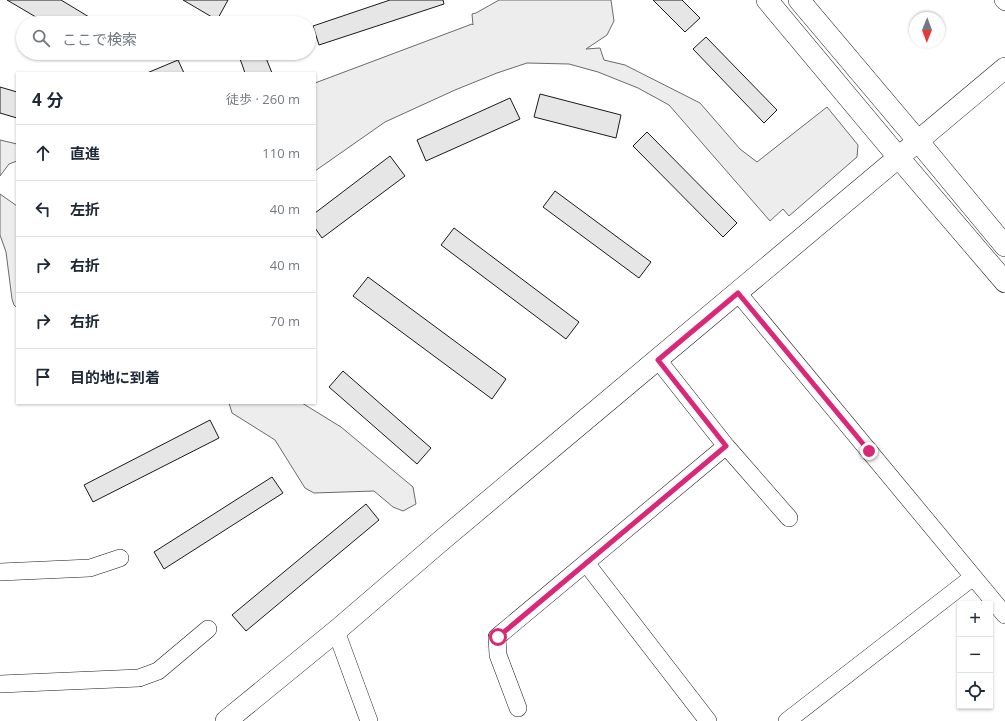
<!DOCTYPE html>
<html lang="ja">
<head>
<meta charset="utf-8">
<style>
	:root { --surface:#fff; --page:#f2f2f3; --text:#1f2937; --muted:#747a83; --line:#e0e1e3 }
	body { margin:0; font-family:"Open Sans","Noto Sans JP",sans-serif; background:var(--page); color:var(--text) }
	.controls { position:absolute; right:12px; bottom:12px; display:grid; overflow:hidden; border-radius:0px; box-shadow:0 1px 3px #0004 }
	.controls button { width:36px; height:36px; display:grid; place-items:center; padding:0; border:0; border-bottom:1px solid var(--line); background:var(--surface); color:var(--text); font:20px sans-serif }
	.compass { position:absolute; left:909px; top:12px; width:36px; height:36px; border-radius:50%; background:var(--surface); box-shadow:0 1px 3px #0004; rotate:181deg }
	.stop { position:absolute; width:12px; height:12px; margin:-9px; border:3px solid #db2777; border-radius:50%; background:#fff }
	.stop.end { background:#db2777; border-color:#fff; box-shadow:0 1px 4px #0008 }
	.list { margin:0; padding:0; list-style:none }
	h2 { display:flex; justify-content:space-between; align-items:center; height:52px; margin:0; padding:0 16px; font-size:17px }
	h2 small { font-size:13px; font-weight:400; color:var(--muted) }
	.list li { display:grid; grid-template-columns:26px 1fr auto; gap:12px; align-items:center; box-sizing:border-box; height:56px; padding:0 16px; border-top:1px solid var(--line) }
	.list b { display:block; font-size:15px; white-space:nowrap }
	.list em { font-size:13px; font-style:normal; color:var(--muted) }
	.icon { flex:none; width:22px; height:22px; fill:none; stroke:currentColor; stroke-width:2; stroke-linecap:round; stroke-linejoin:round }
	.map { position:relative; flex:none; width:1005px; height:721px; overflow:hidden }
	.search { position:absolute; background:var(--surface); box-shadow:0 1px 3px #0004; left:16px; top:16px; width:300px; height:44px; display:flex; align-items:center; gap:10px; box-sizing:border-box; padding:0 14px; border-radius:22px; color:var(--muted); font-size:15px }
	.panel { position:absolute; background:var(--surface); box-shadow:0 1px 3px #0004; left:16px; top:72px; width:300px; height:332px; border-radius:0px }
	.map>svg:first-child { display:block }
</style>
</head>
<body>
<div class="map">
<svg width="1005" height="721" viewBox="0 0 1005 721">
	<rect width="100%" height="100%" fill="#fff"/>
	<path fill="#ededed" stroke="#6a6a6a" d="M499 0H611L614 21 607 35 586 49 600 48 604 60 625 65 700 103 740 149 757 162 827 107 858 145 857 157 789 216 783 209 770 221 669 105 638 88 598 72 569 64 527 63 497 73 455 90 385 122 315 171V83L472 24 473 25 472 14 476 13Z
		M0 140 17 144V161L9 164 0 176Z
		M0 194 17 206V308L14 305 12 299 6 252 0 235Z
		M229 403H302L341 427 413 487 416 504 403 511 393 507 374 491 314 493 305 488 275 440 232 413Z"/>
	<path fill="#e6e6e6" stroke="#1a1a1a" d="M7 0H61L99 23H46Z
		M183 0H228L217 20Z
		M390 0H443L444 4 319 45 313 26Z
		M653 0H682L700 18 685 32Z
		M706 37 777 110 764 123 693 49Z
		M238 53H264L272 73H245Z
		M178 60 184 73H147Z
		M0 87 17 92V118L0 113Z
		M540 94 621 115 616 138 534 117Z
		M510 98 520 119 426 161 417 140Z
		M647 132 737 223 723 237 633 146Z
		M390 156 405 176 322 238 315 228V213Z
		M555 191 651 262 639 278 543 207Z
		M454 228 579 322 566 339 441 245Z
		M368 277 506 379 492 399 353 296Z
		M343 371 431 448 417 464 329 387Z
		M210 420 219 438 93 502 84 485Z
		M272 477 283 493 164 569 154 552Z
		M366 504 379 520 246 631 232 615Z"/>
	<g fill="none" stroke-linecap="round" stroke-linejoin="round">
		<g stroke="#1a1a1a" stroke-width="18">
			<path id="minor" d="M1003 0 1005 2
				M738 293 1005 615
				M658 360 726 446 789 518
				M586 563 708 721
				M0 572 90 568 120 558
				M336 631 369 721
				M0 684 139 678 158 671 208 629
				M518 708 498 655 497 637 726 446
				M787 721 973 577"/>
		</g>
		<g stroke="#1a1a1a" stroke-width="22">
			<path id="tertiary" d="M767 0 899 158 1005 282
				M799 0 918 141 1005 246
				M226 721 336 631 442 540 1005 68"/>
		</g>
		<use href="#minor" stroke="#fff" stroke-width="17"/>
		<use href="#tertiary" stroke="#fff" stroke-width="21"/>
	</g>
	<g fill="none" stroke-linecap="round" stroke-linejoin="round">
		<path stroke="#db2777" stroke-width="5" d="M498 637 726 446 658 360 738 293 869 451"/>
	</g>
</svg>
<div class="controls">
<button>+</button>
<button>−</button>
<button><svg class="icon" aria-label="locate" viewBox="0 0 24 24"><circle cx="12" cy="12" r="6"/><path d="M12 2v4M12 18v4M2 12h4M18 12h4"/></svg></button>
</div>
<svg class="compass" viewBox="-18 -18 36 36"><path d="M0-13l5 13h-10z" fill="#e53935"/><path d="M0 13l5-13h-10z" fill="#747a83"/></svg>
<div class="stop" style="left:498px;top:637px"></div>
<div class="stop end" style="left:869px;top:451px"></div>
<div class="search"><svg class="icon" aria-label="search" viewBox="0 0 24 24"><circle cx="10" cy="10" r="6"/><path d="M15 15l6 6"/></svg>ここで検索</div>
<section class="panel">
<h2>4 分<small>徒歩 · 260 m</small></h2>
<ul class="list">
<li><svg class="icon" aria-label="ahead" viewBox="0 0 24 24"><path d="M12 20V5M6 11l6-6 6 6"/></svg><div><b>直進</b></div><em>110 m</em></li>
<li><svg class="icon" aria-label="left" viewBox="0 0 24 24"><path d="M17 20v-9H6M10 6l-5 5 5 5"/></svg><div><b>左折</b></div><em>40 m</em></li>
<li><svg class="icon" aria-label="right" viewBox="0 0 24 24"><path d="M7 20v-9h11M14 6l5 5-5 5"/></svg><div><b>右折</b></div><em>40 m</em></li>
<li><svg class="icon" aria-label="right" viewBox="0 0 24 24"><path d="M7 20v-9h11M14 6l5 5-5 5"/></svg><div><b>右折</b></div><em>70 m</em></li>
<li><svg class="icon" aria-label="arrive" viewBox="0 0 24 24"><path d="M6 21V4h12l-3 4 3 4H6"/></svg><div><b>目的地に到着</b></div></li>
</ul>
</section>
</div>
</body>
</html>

- - -

:: Work required ::
Each line from the start of the entries above through the line with "display:flex; justify-content:space-between; align-items:center;" should be duplicated exactly, leaving out the pictures.

:: Result for this task ::
<!DOCTYPE html>
<html lang="ja">
<head>
<meta charset="utf-8">
<style>
	:root { --surface:#fff; --page:#f2f2f3; --text:#1f2937; --muted:#747a83; --line:#e0e1e3 }
	body { margin:0; font-family:"Open Sans","Noto Sans JP",sans-serif; background:var(--page); color:var(--text) }
	.controls { position:absolute; right:12px; bottom:12px; display:grid; overflow:hidden; border-radius:0px; box-shadow:0 1px 3px #0004 }
	.controls button { width:36px; height:36px; display:grid; place-items:center; padding:0; border:0; border-bottom:1px solid var(--line); background:var(--surface); color:var(--text); font:20px sans-serif }
	.compass { position:absolute; left:909px; top:12px; width:36px; height:36px; border-radius:50%; background:var(--surface); box-shadow:0 1px 3px #0004; rotate:181deg }
	.stop { position:absolute; width:12px; height:12px; margin:-9px; border:3px solid #db2777; border-radius:50%; background:#fff }
	.stop.end { background:#db2777; border-color:#fff; box-shadow:0 1px 4px #0008 }
	.list { margin:0; padding:0; list-style:none }
	h2 { display:flex; justify-content:space-between; align-items:center; height:52px; margin:0; padding:0 16px; font-size:17px }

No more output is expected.